■ PROVIDED RECORDS:

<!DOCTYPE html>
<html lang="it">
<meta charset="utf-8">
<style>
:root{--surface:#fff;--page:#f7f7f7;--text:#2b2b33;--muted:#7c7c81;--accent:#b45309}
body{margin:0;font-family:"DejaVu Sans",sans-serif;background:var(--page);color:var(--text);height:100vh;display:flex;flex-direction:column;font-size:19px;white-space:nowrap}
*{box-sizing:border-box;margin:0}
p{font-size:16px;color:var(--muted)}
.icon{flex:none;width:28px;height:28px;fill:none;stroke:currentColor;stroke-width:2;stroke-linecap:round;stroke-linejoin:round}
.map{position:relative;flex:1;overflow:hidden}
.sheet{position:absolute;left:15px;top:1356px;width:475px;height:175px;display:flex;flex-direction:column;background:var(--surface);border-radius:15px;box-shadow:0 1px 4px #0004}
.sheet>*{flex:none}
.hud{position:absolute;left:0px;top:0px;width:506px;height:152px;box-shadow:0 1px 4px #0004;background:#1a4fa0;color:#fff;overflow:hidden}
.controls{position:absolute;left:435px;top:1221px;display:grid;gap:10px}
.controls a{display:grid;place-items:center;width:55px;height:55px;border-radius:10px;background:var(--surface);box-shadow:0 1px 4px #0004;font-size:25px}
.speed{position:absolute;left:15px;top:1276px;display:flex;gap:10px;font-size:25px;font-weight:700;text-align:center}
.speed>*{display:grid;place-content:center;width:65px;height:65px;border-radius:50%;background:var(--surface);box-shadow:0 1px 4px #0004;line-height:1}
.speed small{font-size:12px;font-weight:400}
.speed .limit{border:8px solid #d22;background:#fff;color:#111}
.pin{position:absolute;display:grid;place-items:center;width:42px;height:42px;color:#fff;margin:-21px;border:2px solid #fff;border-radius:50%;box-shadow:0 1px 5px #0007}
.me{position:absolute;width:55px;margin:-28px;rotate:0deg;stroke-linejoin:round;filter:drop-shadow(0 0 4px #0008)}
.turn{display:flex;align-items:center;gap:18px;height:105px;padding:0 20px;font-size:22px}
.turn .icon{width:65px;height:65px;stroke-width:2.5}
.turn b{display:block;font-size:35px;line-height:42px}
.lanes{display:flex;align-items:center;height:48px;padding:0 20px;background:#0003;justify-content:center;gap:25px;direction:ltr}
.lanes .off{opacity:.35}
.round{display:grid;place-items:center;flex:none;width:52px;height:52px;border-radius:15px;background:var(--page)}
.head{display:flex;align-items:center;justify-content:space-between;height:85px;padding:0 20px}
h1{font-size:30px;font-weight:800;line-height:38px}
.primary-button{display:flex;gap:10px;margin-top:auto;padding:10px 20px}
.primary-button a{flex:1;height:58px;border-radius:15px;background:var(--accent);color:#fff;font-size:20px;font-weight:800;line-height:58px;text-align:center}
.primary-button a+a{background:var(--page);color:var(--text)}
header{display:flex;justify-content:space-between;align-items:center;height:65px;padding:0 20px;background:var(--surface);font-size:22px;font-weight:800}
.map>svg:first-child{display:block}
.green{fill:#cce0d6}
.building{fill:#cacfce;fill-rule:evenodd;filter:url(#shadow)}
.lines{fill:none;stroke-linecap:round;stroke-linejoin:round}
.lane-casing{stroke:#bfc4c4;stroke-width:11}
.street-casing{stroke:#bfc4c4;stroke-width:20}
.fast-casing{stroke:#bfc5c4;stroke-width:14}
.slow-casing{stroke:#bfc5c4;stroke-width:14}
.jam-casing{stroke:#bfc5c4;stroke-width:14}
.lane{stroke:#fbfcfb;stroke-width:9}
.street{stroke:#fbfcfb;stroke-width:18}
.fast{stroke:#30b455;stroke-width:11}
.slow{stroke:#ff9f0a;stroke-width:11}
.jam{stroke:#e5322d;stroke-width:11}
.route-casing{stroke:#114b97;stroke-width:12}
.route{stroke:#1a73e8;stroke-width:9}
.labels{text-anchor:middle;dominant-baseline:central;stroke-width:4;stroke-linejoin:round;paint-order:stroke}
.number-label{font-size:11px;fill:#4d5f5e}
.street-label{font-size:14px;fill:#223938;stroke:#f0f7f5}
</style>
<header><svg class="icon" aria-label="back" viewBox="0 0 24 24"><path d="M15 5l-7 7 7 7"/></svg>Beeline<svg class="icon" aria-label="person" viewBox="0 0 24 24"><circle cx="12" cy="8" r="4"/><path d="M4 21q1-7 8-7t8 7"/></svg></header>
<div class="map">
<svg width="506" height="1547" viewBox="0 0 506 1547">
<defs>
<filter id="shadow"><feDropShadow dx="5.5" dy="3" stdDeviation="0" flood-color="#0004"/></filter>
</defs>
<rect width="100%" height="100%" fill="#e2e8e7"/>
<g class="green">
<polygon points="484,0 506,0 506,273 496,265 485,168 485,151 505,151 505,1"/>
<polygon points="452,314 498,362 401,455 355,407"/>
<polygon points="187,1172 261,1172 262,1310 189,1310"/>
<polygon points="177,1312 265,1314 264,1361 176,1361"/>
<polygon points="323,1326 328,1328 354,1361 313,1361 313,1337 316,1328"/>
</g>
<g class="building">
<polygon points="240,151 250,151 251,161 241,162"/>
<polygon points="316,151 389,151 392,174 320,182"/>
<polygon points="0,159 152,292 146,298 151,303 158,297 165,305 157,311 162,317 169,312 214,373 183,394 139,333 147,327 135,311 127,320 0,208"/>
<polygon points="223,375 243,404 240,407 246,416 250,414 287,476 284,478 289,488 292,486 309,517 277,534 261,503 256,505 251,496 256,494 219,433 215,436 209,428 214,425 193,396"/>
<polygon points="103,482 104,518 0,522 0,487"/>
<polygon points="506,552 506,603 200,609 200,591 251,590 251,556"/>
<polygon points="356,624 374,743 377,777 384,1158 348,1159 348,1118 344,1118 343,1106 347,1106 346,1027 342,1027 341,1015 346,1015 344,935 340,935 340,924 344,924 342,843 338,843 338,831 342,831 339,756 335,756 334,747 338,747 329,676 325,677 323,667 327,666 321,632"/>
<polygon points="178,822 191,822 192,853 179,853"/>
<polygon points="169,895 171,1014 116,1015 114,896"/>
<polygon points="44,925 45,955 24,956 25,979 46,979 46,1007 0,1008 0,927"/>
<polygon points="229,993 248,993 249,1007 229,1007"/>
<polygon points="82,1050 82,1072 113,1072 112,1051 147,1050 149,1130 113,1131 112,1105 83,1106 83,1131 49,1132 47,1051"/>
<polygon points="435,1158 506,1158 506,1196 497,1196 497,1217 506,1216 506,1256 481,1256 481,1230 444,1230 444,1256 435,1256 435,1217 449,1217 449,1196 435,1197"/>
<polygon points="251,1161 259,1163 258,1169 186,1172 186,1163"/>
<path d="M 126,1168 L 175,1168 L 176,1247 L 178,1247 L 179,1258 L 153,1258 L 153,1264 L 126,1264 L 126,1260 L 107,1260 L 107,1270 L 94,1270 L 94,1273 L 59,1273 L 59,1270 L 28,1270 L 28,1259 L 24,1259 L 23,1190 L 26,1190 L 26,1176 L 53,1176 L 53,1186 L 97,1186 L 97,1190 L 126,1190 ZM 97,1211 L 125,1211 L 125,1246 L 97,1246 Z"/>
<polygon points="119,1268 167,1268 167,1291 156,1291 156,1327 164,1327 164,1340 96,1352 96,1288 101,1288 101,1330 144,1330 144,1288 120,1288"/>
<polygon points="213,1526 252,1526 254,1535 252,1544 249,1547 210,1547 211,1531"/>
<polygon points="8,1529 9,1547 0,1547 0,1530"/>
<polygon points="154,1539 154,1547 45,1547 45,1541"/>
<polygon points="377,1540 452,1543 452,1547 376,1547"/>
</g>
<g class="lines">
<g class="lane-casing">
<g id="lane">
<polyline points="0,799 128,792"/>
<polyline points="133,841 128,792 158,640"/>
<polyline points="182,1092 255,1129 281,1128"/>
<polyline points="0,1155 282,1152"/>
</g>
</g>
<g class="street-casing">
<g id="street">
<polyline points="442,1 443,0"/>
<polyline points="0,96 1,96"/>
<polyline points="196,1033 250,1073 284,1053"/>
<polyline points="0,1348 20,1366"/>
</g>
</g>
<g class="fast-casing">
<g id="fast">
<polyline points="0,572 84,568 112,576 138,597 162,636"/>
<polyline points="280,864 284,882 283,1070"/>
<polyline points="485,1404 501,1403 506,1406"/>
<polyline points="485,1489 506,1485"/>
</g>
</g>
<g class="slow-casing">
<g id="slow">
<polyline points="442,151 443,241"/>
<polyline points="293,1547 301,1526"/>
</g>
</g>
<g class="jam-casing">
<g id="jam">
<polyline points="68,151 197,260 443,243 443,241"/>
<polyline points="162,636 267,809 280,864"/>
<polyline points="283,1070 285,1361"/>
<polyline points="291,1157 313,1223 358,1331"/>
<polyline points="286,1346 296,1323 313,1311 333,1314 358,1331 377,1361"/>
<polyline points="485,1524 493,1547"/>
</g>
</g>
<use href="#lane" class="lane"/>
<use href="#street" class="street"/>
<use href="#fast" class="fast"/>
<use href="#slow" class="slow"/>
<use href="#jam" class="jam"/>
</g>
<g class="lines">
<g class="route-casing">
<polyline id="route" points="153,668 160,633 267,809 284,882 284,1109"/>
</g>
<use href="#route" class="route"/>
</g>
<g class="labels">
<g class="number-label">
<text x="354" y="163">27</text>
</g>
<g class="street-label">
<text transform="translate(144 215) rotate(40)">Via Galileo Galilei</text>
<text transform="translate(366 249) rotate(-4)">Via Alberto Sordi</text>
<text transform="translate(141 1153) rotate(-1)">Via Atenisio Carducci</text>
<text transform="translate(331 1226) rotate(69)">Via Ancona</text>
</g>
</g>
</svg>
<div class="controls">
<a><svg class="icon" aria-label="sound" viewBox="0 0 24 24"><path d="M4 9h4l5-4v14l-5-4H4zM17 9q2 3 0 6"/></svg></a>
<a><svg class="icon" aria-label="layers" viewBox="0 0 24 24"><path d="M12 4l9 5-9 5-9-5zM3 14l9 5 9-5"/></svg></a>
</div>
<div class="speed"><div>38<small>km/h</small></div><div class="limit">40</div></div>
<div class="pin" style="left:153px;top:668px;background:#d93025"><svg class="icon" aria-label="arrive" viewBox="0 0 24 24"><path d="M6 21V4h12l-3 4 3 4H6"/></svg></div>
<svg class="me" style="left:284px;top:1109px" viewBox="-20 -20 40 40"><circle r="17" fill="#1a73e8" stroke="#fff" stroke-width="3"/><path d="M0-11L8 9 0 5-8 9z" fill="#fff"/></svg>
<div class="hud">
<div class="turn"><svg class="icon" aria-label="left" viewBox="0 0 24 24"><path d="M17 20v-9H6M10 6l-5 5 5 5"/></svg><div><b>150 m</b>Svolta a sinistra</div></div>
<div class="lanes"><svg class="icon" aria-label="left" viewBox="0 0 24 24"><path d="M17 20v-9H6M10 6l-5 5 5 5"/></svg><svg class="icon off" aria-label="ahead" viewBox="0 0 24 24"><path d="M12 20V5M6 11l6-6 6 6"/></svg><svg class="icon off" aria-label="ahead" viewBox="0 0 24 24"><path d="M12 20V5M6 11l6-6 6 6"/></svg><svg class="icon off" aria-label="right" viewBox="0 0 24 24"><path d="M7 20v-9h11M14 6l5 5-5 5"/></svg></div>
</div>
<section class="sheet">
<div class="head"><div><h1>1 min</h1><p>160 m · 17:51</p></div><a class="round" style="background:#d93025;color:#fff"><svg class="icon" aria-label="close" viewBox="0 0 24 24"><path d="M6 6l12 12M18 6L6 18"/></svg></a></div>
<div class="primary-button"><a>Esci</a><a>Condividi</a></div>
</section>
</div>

■ WHAT IS NEEDED:
Find every line of the data above that holds the word "content", then state how many there are and nothing else.

■ RESULT OF THE EXERCISE:
4